** DIRECTIONS **
Whenever a line in the data below includes the string "center", copy it out.
────────────────
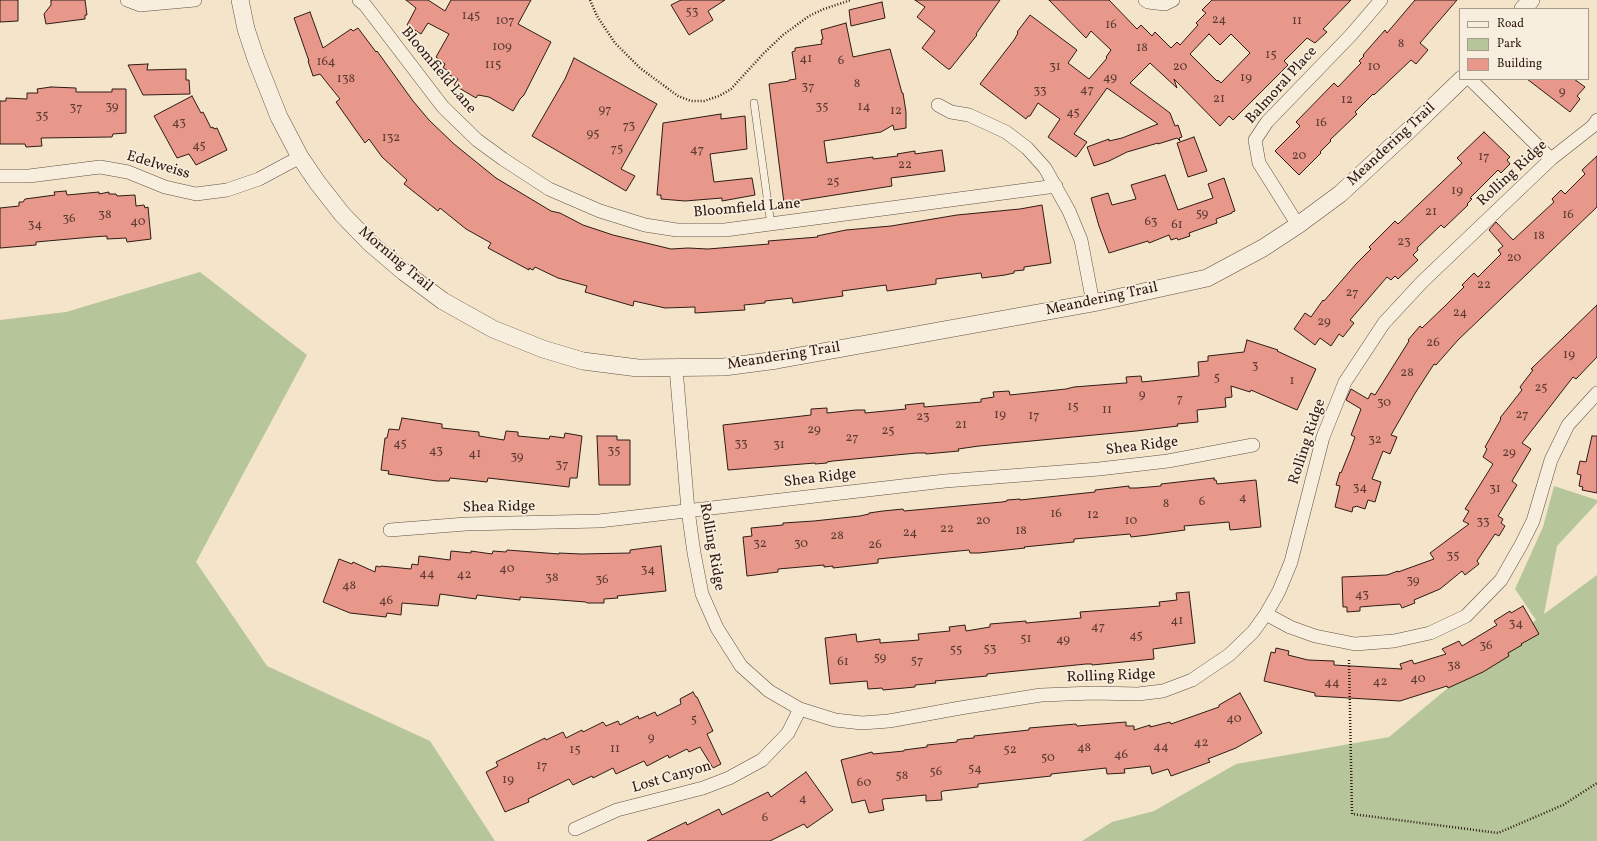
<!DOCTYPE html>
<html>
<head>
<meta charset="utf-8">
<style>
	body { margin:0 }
	#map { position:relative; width:1597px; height:841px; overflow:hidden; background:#f4e5ca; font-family:Vollkorn,serif }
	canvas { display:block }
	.legend { position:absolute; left:1459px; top:8px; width:130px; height:72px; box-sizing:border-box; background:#f8eedd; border:1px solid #a89a8d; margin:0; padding:5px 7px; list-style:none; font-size:12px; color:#2f1b14 }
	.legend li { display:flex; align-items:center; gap:8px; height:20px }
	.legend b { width:20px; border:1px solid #a89a8d }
</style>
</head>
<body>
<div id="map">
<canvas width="1597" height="841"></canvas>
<ul class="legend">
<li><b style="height:5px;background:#f8eedd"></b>Road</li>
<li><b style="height:11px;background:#b7c69a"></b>Park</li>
<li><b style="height:11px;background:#e7988b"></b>Building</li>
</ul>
</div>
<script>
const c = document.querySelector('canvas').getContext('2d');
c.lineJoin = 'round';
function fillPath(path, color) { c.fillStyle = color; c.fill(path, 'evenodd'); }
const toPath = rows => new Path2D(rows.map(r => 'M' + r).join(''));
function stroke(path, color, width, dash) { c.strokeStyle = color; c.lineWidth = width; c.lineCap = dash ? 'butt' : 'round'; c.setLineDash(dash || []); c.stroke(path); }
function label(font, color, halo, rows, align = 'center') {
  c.font = font + ' Vollkorn,serif'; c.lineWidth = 3.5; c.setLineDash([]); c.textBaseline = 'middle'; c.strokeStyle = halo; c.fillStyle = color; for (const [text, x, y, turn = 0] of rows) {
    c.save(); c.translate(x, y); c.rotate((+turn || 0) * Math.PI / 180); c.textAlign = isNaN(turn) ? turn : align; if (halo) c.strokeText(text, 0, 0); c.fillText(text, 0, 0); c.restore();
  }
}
fillPath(toPath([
	[200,272,307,355,196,562,267,666,430,741,495,841,0,841,0,320,66,312],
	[1554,486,1597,500,1597,503,1557,546,1544,614,1597,575,1597,841,1082,841,1112,822,1154,811,1236,764,1389,737,1478,663,1536,620,1515,589,1543,527]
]), '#b7c69a');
const building = toPath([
	[0,0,18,0,18,21,0,22,0,0],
	[51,0,85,0,87,15,85,15,85,19,46,24,44,14,51,5,51,0],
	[406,0,428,0,445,11,451,0,531,0,518,24,551,42,524,95,520,99,513,111,489,97,478,95,476,98,454,85,458,79,447,74,449,71,443,68,445,64,436,57,449,34,428,23,421,34,407,25,416,8,406,0],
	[681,0,725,0,708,11,713,20,689,35,671,5,681,0],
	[915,0,1000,0,976,34,977,35,950,69,948,69,922,48,935,31,917,17,925,7,915,0],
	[1049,0,1109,0,1137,29,1141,25,1152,36,1155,32,1171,48,1177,42,1180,45,1198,25,1196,23,1206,13,1202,10,1212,0,1351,0,1323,29,1327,32,1315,43,1307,38,1284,61,1288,65,1233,120,1229,116,1220,126,1174,79,1177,88,1150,63,1130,83,1170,113,1175,126,1178,125,1182,137,1179,138,1180,141,1177,138,1158,144,1158,143,1127,152,1109,161,1094,166,1087,147,1109,139,1109,141,1122,138,1158,124,1107,88,1074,134,1087,142,1076,157,1048,137,1060,119,1038,103,1030,116,1028,116,1026,119,980,84,1014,40,1018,33,1017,32,1030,15,1077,50,1068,63,1089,79,1096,71,1107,58,1106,57,1111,50,1091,31,1086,38,1049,0],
	[1209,34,1220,45,1231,34,1250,53,1221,83,1218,80,1217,81,1190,54,1209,34],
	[1415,0,1457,0,1420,43,1428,50,1416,64,1411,60,1374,95,1373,94,1355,112,1357,114,1330,140,1331,141,1320,152,1321,153,1299,175,1275,151,1300,126,1296,122,1334,83,1338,87,1361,63,1359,61,1364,56,1363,55,1385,30,1387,33,1415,0],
	[882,2,885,18,851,26,849,10,882,2],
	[310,12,323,48,351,29,353,31,358,28,376,52,377,51,413,101,429,120,454,144,496,178,551,211,560,213,583,225,613,235,671,249,688,248,708,249,769,244,768,241,818,237,817,236,846,230,891,226,957,215,1020,209,1042,205,1051,263,1024,267,1024,270,1014,271,1014,273,1005,275,982,278,981,273,936,279,936,284,887,291,886,285,871,287,842,291,843,296,793,303,792,298,765,301,765,303,744,305,745,310,728,311,695,313,695,307,665,308,634,301,633,306,585,292,587,286,558,278,535,267,533,270,529,268,529,270,488,248,491,243,466,229,440,208,438,211,404,184,407,180,382,157,369,139,365,143,336,102,340,99,320,74,313,76,308,61,309,61,294,18,310,12],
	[846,23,853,57,890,49,902,93,903,93,906,112,906,128,894,130,893,125,881,132,824,141,827,163,873,157,873,159,898,156,897,154,915,151,915,154,942,150,945,171,891,178,892,186,784,203,769,84,789,81,789,80,796,79,792,52,795,51,795,48,822,44,821,40,823,39,821,30,846,23],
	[574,58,657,104,621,169,635,176,626,191,532,136,565,79,574,58],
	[148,64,147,70,186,69,186,80,189,80,190,94,143,95,128,65,148,64],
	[1527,79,1574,79,1585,87,1577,96,1580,99,1570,112,1527,79],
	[51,87,76,88,76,92,112,92,112,89,126,89,126,133,113,134,112,137,41,138,42,146,26,147,25,144,0,144,0,101,6,101,6,98,27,99,27,93,38,93,37,89,51,87],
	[192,96,201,113,203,112,211,128,213,127,214,129,217,128,227,150,196,165,189,154,177,158,154,116,192,96],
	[721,114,721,119,745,116,747,149,710,154,714,182,752,178,755,195,722,201,722,198,685,201,661,199,661,195,657,195,663,123,721,114],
	[1484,132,1510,157,1507,160,1510,164,1501,173,1498,170,1470,198,1472,199,1467,204,1468,205,1444,228,1441,225,1417,248,1418,250,1413,255,1418,260,1398,279,1395,276,1391,280,1387,277,1350,320,1354,323,1343,337,1339,334,1331,346,1320,338,1315,345,1294,329,1305,313,1311,317,1323,300,1324,301,1356,264,1371,249,1369,247,1395,221,1398,224,1462,163,1457,158,1484,132],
	[1194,137,1207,171,1188,177,1177,143,1194,137],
	[1597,156,1597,207,1458,340,1436,365,1434,364,1414,395,1391,435,1397,437,1390,454,1383,451,1372,479,1381,482,1375,502,1368,500,1365,509,1356,506,1355,507,1353,507,1352,512,1335,507,1340,486,1336,485,1340,472,1341,473,1351,448,1355,437,1351,435,1361,409,1346,400,1351,389,1368,399,1371,393,1375,395,1409,341,1408,340,1420,326,1422,328,1446,305,1464,287,1462,285,1474,273,1478,277,1501,254,1498,250,1503,246,1489,230,1496,222,1513,240,1554,202,1552,199,1561,190,1565,194,1585,174,1582,170,1597,156],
	[1165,175,1178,210,1213,198,1208,184,1224,178,1235,211,1232,212,1232,213,1216,219,1217,223,1189,233,1190,236,1178,240,1177,238,1171,240,1169,235,1149,243,1148,241,1109,253,1099,226,1091,198,1108,193,1112,205,1136,199,1131,185,1165,175],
	[66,191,67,195,99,192,99,194,109,192,109,194,116,194,117,196,135,195,136,206,144,205,145,208,148,207,151,239,127,242,126,238,107,239,107,236,92,237,36,242,36,245,0,248,0,208,19,206,19,202,23,202,25,199,55,195,54,192,66,191],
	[1597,305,1597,357,1576,379,1573,377,1522,443,1531,449,1512,481,1517,485,1498,516,1503,519,1501,523,1505,526,1499,536,1495,534,1477,561,1479,564,1465,575,1462,571,1440,589,1414,600,1415,603,1402,608,1400,604,1372,606,1360,607,1360,611,1347,612,1347,607,1343,607,1342,577,1387,575,1398,571,1398,572,1434,559,1430,553,1469,524,1463,521,1469,511,1465,509,1493,464,1483,457,1487,449,1485,447,1501,419,1500,418,1522,390,1520,387,1533,370,1531,369,1597,305],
	[1247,340,1278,350,1277,351,1316,369,1297,410,1251,390,1250,392,1231,386,1232,397,1225,398,1226,407,1197,410,1198,422,1177,424,1178,426,1136,431,979,446,958,449,959,451,926,454,926,453,917,453,833,461,827,462,827,463,815,464,815,463,728,470,723,425,811,415,811,409,827,408,827,413,856,410,865,410,865,413,906,409,905,405,924,403,924,407,981,402,981,399,994,397,993,392,1009,391,1010,395,1066,389,1074,387,1125,383,1127,383,1126,377,1141,376,1142,382,1199,376,1198,362,1208,361,1208,356,1244,352,1247,340],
	[402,418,442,424,442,428,479,432,479,436,504,440,506,431,518,432,518,436,549,439,550,436,564,438,565,433,582,436,577,478,570,478,569,487,488,478,487,482,450,478,449,481,437,481,388,474,389,471,381,470,385,438,387,438,389,429,399,430,402,418],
	[597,436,617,436,617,440,630,440,630,485,599,485,597,436],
	[1592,436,1597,436,1597,493,1582,490,1583,487,1579,486,1581,475,1577,474,1580,461,1586,462,1592,436],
	[1214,478,1214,480,1216,480,1217,484,1256,480,1261,527,1230,530,1229,522,1184,526,1185,530,1148,535,1131,537,1130,534,1074,539,1074,542,1024,547,1025,548,979,553,970,553,969,550,928,554,878,559,878,563,833,568,833,566,824,567,824,565,778,569,778,572,747,576,743,537,752,536,751,528,783,525,783,523,814,521,860,516,869,514,869,513,883,511,903,509,904,511,1002,502,1007,501,1007,500,1020,499,1020,500,1095,492,1095,490,1129,486,1129,488,1137,488,1161,486,1161,484,1214,478],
	[661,546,666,591,617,596,618,598,604,599,604,603,587,603,586,602,520,597,520,600,477,595,476,599,440,594,438,606,402,603,401,615,387,613,386,617,350,613,323,602,339,559,352,564,353,562,375,572,376,566,380,567,381,566,411,569,412,564,418,565,419,556,450,560,451,551,471,553,471,551,492,554,493,551,506,552,507,550,559,554,559,553,581,554,630,553,630,550,661,546],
	[1189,592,1195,643,1153,649,1154,659,1092,665,1092,664,1086,664,987,674,987,676,935,681,936,683,915,685,915,687,883,690,882,688,868,689,867,681,830,684,825,638,856,634,857,642,880,639,880,643,919,640,918,634,950,631,949,627,965,625,966,631,990,627,990,624,1026,621,1026,623,1081,618,1080,612,1160,606,1159,602,1177,600,1176,593,1189,592],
	[1523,606,1539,634,1521,644,1522,645,1508,653,1509,656,1483,672,1448,688,1447,686,1400,701,1315,696,1315,693,1264,681,1271,652,1275,653,1276,648,1289,651,1288,655,1308,660,1334,661,1334,665,1402,669,1400,664,1412,660,1414,664,1446,654,1442,649,1459,641,1462,646,1497,625,1494,621,1510,611,1511,613,1523,606],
	[693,692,696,697,697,697,713,731,707,734,721,764,713,768,700,747,689,752,687,749,669,758,668,755,647,766,644,761,616,774,613,768,593,778,592,776,573,785,569,779,528,799,529,802,505,812,486,772,498,766,496,762,545,738,546,740,563,732,566,738,582,730,583,732,603,722,606,726,618,721,620,725,638,716,639,719,655,712,657,716,681,704,680,699,693,692],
	[1240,693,1262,733,1236,748,1208,759,1210,762,1171,776,1168,769,1152,774,1150,766,1124,769,1125,773,1107,774,1106,768,1051,774,1051,776,978,784,978,787,943,791,941,792,942,800,926,801,926,795,883,799,882,800,884,810,869,813,865,800,852,803,841,760,872,752,873,754,904,751,904,750,927,747,927,745,957,742,957,740,962,739,974,738,974,736,1029,730,1029,728,1076,724,1077,726,1126,722,1126,726,1134,726,1134,730,1150,725,1150,727,1170,722,1171,724,1219,707,1219,705,1240,693],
	[806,772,833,810,807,828,804,824,770,841,647,841,686,822,687,825,719,809,722,815,768,792,771,797,806,772]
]);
fillPath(building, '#e7988b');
stroke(building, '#2f1b14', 1);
const service = toPath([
	[754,103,771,225]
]);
const minor = toPath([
	[127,0,140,5,195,0],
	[359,0,365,5,443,107,477,140,503,159,549,189,600,211,645,225,677,230,725,230,1056,186],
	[1145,0,1148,2,1165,4,1173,0],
	[1470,79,1551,159],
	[938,105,951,112,969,115,1006,132,1027,148,1045,168,1069,211,1081,240,1093,303],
	[0,176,29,176,100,167,128,172,165,187,196,194,227,190,259,179,300,157],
	[1298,225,1259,163,1255,140,1267,122,1351,35,1381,0],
	[676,368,688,510,694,553,702,594,717,628,741,666,769,691,800,709,835,720,862,723,889,721,960,708,1041,695,1094,693,1138,694,1163,691,1192,680,1229,655,1253,632,1266,614,1279,591,1291,562,1323,437,1345,382,1384,323,1422,282,1551,159,1593,126,1597,120],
	[390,530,466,524,599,521,945,481,1099,469,1168,461,1253,445],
	[1266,614,1290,627,1315,636,1355,644,1394,641,1430,633,1466,616,1501,580,1521,545,1533,521,1551,460,1568,425,1597,393],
	[575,829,617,810,703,788,729,778,762,760,788,733,800,709]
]);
const tertiary = toPath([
	[240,0,246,29,256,59,279,117,300,157,317,182,342,214,370,243,404,272,443,301,493,329,543,349,583,361,638,368,724,367,777,360,1093,303,1207,278,1263,248,1298,225,1340,194,1407,132,1462,79],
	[1523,9,1531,0]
]);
stroke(service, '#604e42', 8);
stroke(minor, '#604e42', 14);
stroke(tertiary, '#604e42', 18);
stroke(toPath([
	[590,0,597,16,615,43,640,68,678,96,691,101,704,101,719,96,731,89,764,53,783,35,809,16,824,9,851,0],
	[1349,660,1352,814,1498,833,1563,805,1597,783]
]), '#2f1b14', 2.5, [1, 2]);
stroke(service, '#f8eedd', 7);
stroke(minor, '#f8eedd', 13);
stroke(tertiary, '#f8eedd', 17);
label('13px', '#5d3a32', null, [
	["53",692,13],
	["145",471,17],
	["24",1219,21],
	["107",505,22],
	["11",1297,22],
	["16",1111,26],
	["8",1401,45],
	["109",502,48],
	["18",1142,49],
	["15",1271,56],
	["41",806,60],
	["6",841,62],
	["164",326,63],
	["115",493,66],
	["31",1055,68],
	["20",1180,68],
	["10",1374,68],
	["49",1110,79],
	["19",1246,79],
	["138",346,80],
	["8",857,85],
	["37",808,88],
	["47",1087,91],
	["33",1040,92],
	["9",1562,93],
	["21",1219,100],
	["12",1347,101],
	["39",112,108],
	["35",822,108],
	["14",864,108],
	["37",76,109],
	["97",605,111],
	["12",896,112],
	["45",1073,114],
	["35",42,117],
	["43",179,124],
	["16",1321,124],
	["73",629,127],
	["95",593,135],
	["132",391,139],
	["45",199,147],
	["75",617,150],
	["47",697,151],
	["20",1299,157],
	["17",1484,158],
	["22",905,166],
	["25",833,183],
	["19",1457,192],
	["21",1431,213],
	["59",1202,215],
	["38",105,216],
	["16",1568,216],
	["36",69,220],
	["40",138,223],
	["63",1151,223],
	["34",35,226],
	["61",1177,226],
	["18",1539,237],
	["23",1404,243],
	["20",1514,259],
	["22",1484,286],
	["27",1352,294],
	["24",1460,314],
	["29",1324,323],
	["26",1433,344],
	["19",1569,356],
	["3",1255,367],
	["28",1407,374],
	["5",1217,379],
	["1",1292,382],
	["25",1541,389],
	["9",1142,396],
	["7",1180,400],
	["30",1384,404],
	["15",1073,408],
	["11",1107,411],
	["19",1000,416],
	["27",1522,416],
	["17",1034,417],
	["23",923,418],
	["21",961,426],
	["29",814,431],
	["25",888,432],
	["27",852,439],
	["32",1375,441],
	["45",400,445],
	["33",741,445],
	["31",779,446],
	["43",436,452],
	["35",614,452],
	["29",1509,454],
	["41",475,455],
	["39",517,458],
	["37",562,466],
	["34",1360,489],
	["31",1495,490],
	["4",1243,499],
	["6",1202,503],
	["8",1166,505],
	["16",1056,515],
	["12",1093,516],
	["20",983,522],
	["10",1131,522],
	["33",1483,523],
	["22",947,530],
	["18",1021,532],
	["24",910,534],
	["28",837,537],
	["32",760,545],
	["30",801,545],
	["26",875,546],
	["35",1453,557],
	["40",507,570],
	["34",648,571],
	["44",427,575],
	["42",464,576],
	["38",552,579],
	["36",602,581],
	["39",1413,582],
	["48",349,587],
	["43",1362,596],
	["46",386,602],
	["41",1177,622],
	["34",1516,625],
	["47",1098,628],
	["45",1136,637],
	["51",1026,640],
	["49",1063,641],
	["36",1486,647],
	["53",990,650],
	["55",956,651],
	["59",880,659],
	["57",917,662],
	["61",843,663],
	["38",1454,667],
	["40",1418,680],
	["42",1380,683],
	["44",1332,684],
	["40",1234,720],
	["5",694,721],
	["9",651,739],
	["42",1201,744],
	["44",1161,748],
	["48",1084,749],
	["11",615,750],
	["15",575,751],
	["52",1010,751],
	["46",1121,756],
	["50",1048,759],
	["17",542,767],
	["54",975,770],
	["56",936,773],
	["58",902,777],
	["19",508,781],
	["60",864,784],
	["4",803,800],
	["6",765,819]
]);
label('15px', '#2f1b14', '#f8eedd', [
	["Bloomfield Lane",438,71,50],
	["Balmoral Place",1282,86,-48],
	["Meandering Trail",1392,145,-43],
	["Edelweiss",158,166,17],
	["Rolling Ridge",1513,174,-43],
	["Bloomfield Lane",747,209,-5],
	["Morning Trail",395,260,40],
	["Meandering Trail",1102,300,-12],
	["Meandering Trail",784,357,-9],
	["Rolling Ridge",1308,442,-72],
	["Shea Ridge",1142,447,-7],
	["Shea Ridge",820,479,-7],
	["Shea Ridge",499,508,-1],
	["Rolling Ridge",711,547,80],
	["Rolling Ridge",1111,677,-2],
	["Lost Canyon",672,778,-16]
]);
</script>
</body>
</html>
────────────────
** YOUR RESPONSE **
	.legend li { display:flex; align-items:center; gap:8px; height:20px }
function label(font, color, halo, rows, align = 'center') {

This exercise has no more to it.